Adding a third variable

I chose a third variable in the USCereal dataset was associated with the amount of fibre and potassium. I chose protein as the third variable. Using color and size, I constructed a new graph that incorporates this third variable in the display.

 

From the plot, we notice that quite a good number of cereals have lower grams of protein. Cereals with lower grams of fibre tend to have milligrams of potassium and lower grams of protein as well. The All-Bran cereal tends to have higher amounts of potassium and protein as the grams of fibre increases.

 

 

 

 

Instructional fees at BGSU

The data is about  instructional fees (per term) for BGSU for selected years. We want to investigate whether the instructional fee has changed (increased) over the years. I construct a scatterplot of the two variables

 

The graph is a plot of the log10 of instructional fees against some selected years at BGSU. From the plot, there is an increase in the log10 instructional  fees as the years so by. Thus, as the years increase the log10 of instructional fees tends to increase. The vertical reference line shows the year I started  college, 2007 and my estimated instructional fee would have  been between $3200 – $3500.

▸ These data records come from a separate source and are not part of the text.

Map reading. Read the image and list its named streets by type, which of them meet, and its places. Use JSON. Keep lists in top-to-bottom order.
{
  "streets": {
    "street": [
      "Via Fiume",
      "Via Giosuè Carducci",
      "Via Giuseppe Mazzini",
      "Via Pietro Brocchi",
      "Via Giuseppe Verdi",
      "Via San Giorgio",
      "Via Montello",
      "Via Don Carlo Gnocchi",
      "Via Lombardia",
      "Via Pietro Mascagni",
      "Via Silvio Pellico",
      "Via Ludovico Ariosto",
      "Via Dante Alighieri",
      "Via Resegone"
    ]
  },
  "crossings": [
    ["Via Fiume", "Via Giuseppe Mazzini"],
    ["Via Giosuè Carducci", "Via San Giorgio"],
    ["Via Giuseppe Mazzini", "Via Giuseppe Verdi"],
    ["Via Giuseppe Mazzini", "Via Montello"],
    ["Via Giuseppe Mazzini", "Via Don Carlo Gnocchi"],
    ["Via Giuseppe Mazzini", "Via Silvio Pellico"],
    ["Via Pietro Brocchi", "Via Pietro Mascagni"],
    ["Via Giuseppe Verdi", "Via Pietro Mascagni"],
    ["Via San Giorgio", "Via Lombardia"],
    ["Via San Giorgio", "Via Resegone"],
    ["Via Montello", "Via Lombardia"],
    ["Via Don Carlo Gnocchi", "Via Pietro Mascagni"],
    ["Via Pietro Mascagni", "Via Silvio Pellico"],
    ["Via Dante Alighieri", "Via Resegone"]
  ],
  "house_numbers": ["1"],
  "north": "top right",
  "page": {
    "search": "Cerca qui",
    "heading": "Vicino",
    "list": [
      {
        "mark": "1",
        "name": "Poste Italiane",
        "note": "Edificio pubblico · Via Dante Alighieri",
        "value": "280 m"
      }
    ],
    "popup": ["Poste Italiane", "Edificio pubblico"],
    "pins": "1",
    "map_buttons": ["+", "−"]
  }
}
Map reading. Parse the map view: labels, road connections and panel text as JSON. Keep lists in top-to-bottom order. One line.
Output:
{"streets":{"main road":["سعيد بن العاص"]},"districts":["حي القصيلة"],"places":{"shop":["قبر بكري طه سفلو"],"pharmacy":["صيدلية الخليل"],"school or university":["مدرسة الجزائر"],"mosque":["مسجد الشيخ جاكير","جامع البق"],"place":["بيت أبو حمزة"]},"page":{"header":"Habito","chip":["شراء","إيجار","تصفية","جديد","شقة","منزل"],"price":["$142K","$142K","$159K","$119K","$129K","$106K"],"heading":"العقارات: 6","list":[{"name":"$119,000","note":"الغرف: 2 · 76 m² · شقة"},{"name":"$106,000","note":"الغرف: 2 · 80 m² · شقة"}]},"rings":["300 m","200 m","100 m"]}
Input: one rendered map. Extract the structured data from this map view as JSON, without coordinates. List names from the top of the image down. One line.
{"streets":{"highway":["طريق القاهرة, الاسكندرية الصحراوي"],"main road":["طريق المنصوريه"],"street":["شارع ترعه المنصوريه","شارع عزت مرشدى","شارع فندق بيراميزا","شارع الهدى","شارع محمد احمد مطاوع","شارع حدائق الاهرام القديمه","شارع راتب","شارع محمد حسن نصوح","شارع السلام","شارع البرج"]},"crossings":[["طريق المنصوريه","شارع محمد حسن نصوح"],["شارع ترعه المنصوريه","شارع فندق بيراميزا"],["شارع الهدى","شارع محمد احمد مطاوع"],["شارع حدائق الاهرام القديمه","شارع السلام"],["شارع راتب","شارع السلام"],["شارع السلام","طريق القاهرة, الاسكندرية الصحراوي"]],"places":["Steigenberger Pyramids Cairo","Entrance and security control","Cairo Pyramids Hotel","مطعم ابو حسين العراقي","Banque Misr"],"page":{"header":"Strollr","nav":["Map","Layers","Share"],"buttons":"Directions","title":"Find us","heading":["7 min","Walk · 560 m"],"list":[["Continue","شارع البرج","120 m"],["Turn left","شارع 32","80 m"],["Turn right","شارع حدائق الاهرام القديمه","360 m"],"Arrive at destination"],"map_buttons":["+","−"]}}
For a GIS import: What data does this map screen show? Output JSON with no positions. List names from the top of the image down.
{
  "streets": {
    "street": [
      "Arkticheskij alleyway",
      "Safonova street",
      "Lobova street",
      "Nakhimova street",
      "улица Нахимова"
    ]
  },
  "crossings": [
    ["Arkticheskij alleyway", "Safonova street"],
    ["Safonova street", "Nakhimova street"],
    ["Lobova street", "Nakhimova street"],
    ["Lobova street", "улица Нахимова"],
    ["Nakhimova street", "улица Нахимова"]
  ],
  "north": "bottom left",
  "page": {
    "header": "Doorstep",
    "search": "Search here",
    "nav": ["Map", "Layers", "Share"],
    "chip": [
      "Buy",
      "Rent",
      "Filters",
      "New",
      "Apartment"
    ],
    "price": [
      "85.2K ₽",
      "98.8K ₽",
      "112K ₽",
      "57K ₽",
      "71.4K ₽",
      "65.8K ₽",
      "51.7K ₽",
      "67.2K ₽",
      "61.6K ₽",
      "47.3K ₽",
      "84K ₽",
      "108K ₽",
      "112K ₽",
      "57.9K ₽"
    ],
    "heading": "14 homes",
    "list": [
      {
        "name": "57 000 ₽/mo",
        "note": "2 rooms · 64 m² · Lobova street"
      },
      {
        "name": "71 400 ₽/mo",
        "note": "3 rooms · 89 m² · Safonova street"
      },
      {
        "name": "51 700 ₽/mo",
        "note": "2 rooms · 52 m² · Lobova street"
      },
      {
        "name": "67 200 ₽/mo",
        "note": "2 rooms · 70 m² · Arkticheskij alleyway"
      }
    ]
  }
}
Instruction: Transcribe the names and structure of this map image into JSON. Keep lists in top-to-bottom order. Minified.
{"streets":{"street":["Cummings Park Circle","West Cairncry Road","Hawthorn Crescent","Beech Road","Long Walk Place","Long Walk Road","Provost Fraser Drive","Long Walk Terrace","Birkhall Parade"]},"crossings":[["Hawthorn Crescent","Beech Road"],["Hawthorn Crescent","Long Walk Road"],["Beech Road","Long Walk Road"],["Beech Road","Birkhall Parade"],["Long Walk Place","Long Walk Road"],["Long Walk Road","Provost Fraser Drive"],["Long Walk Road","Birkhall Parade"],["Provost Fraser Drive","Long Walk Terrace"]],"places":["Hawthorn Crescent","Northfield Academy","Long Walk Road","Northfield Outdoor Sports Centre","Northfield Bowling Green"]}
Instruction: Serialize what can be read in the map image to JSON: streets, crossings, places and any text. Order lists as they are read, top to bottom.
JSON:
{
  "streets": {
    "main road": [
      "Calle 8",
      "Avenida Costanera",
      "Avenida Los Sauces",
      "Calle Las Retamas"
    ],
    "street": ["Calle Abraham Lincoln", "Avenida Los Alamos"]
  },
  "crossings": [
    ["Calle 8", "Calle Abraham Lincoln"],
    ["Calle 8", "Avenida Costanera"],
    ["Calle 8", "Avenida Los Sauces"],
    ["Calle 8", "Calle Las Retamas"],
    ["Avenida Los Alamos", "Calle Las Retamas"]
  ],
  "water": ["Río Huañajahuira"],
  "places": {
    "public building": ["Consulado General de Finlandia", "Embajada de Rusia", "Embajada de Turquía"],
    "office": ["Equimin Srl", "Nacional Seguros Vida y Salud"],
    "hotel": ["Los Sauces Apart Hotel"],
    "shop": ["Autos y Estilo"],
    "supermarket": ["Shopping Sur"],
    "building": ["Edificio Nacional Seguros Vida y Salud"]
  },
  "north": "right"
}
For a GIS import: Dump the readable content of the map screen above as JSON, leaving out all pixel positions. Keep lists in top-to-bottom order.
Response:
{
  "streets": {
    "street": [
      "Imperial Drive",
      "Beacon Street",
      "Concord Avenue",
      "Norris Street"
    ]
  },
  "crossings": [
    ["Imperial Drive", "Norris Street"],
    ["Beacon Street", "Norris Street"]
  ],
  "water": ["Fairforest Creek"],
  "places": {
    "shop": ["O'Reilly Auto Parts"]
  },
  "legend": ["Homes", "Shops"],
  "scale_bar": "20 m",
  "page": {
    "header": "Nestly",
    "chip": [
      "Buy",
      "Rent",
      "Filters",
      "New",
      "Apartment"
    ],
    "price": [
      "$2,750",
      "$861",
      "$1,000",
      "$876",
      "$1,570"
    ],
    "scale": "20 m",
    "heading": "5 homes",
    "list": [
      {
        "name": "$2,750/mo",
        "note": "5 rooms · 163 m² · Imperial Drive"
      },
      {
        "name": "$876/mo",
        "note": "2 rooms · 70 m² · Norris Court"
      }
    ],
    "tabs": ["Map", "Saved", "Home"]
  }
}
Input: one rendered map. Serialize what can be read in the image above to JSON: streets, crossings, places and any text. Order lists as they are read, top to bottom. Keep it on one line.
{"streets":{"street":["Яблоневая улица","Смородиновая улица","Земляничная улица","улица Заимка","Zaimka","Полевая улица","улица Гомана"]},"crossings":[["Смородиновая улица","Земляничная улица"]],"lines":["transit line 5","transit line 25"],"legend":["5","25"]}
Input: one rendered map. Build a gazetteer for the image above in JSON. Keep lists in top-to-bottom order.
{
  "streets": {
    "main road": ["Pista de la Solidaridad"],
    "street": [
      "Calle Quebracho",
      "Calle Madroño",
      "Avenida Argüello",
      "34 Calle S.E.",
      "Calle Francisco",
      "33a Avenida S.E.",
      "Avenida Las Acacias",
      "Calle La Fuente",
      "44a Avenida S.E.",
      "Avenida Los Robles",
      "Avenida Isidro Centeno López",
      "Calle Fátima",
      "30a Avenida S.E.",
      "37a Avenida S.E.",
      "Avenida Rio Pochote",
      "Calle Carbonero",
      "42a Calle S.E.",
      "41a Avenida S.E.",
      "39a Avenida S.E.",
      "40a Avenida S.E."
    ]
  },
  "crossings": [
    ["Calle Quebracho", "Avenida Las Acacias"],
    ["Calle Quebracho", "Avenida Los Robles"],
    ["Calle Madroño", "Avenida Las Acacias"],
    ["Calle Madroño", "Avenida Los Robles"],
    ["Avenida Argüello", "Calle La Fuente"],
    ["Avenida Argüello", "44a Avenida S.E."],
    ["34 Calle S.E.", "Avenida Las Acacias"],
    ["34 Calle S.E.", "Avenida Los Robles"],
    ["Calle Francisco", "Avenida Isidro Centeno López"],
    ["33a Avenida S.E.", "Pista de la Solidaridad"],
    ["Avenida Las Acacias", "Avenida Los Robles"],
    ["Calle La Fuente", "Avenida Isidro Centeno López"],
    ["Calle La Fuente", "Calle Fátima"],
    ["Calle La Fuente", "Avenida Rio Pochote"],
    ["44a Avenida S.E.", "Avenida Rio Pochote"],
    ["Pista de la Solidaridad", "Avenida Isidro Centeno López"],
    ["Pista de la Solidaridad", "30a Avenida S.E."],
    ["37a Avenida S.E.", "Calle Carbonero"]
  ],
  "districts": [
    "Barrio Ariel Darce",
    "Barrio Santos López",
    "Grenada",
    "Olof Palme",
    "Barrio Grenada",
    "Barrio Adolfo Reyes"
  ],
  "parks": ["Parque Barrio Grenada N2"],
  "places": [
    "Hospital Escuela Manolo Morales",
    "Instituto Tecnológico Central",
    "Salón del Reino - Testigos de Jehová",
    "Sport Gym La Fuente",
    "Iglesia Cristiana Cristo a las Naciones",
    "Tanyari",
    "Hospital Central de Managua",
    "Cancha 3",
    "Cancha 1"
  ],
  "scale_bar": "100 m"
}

Is Horsepower of a Car Related to Its Mileage?

The horsepower and mileage for 32 cars is collected by Motor Trend magazine. The goal is to see if there is any relationship between the horsepower and mileage of the car. To do this, I construct a scatterplot of the horsepower and mileage.

From the scatterplot, there is a negative association between the horsepower and mileage of the car. As the horsepower of the car increases, the mileage tends to decrease as well. Clearly, the association is not linear.